● TASK DESCRIPTION
If a line in the entries below includes the string "Murillo", copy it out.

● TASK DATA
____

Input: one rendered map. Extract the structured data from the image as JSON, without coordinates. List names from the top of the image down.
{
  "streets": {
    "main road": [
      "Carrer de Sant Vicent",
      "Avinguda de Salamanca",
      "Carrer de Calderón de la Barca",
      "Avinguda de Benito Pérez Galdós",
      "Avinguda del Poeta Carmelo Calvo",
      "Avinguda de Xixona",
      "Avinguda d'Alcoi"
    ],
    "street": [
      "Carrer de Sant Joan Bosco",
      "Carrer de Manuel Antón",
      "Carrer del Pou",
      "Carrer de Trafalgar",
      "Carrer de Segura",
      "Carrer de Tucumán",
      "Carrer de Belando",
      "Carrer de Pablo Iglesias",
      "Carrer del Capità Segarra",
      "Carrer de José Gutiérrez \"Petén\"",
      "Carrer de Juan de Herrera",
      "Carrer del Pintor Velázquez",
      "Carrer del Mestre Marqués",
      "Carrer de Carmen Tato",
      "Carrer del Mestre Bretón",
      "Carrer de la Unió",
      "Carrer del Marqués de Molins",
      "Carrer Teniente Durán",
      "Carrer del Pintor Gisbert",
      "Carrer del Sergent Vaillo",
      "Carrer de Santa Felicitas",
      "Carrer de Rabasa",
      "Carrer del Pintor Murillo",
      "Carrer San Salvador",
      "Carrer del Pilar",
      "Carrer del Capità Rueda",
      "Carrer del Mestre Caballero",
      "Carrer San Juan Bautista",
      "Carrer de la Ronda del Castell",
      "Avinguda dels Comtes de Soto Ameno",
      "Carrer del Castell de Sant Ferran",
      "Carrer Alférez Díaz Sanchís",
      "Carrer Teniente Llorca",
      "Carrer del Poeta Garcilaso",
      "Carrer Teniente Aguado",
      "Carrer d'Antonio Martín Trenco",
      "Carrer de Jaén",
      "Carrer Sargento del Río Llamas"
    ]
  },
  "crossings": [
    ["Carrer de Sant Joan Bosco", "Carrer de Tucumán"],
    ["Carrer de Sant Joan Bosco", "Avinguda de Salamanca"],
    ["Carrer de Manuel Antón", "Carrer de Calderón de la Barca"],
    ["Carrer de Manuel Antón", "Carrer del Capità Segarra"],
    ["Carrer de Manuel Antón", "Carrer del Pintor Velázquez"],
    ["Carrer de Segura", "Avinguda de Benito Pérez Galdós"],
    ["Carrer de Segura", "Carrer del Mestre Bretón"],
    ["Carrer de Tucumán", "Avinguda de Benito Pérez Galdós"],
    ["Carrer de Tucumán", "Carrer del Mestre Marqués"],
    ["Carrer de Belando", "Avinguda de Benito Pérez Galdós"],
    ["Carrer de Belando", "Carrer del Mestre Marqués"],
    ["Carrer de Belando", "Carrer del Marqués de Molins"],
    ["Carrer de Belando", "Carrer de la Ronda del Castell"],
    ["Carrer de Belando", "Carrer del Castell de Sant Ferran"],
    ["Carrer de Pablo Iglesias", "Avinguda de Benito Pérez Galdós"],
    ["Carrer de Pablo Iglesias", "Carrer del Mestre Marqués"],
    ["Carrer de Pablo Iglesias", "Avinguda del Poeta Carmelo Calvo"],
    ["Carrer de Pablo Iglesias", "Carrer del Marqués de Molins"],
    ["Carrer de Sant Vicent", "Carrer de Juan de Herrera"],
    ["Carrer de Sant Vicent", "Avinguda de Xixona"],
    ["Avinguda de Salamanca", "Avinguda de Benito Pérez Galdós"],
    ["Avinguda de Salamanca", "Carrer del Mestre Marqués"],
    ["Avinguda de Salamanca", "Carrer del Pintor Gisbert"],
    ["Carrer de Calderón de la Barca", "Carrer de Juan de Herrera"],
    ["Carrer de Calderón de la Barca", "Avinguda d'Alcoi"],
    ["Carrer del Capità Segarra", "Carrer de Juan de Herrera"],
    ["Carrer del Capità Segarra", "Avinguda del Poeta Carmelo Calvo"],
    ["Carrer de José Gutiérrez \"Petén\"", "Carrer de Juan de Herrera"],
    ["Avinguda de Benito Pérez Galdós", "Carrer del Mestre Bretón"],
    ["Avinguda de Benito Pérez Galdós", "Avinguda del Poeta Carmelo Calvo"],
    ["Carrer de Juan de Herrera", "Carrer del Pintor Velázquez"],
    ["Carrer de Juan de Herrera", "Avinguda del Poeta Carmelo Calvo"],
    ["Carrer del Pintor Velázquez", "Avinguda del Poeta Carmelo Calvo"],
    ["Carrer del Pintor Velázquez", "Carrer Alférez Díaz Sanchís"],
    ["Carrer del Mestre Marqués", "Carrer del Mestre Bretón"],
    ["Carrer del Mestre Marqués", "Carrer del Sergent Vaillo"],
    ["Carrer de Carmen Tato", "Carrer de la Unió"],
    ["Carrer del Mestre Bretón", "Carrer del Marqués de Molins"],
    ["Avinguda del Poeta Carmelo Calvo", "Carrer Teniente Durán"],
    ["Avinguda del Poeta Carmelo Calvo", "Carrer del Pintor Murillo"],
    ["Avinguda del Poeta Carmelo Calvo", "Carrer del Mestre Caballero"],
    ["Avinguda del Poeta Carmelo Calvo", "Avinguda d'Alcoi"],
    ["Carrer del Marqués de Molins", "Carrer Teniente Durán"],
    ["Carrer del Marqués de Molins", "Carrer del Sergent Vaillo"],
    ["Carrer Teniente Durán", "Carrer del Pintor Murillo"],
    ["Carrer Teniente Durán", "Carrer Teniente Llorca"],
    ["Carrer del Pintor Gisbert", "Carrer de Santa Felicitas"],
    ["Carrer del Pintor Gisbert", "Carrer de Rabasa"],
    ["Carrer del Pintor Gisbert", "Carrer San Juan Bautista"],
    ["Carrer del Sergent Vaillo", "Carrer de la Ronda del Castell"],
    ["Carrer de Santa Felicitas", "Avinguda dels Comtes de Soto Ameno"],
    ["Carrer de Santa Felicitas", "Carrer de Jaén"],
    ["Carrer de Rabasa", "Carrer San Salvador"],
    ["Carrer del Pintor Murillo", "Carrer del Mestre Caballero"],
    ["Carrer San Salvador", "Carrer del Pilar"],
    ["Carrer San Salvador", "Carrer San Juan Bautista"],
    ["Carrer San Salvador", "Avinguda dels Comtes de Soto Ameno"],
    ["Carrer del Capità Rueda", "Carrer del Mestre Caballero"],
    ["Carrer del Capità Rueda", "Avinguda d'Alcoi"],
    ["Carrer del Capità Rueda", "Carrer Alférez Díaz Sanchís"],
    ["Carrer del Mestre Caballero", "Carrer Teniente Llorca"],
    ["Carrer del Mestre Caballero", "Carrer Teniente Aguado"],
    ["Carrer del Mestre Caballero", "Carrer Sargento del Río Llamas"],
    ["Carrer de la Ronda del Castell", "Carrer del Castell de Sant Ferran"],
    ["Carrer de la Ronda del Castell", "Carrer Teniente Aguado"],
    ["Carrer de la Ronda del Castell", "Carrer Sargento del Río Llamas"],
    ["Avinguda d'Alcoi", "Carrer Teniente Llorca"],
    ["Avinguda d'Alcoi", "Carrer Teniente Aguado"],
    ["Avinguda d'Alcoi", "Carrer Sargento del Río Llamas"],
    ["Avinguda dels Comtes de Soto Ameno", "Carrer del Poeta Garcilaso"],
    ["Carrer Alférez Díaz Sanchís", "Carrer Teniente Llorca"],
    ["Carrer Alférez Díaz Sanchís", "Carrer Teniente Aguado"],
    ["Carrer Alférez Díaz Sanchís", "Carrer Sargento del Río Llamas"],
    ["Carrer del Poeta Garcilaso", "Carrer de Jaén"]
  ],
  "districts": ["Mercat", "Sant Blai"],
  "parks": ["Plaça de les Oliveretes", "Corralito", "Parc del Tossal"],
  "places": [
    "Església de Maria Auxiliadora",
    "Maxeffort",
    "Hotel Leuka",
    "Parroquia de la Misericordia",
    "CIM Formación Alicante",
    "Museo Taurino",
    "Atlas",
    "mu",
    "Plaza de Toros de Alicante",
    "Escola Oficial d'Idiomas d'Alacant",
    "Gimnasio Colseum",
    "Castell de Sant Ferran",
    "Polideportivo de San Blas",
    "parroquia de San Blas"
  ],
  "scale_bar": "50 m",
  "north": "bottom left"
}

____

● TASK RESPONSE
      "Carrer del Pintor Murillo",
    ["Avinguda del Poeta Carmelo Calvo", "Carrer del Pintor Murillo"],
    ["Carrer Teniente Durán", "Carrer del Pintor Murillo"],
    ["Carrer del Pintor Murillo", "Carrer del Mestre Caballero"],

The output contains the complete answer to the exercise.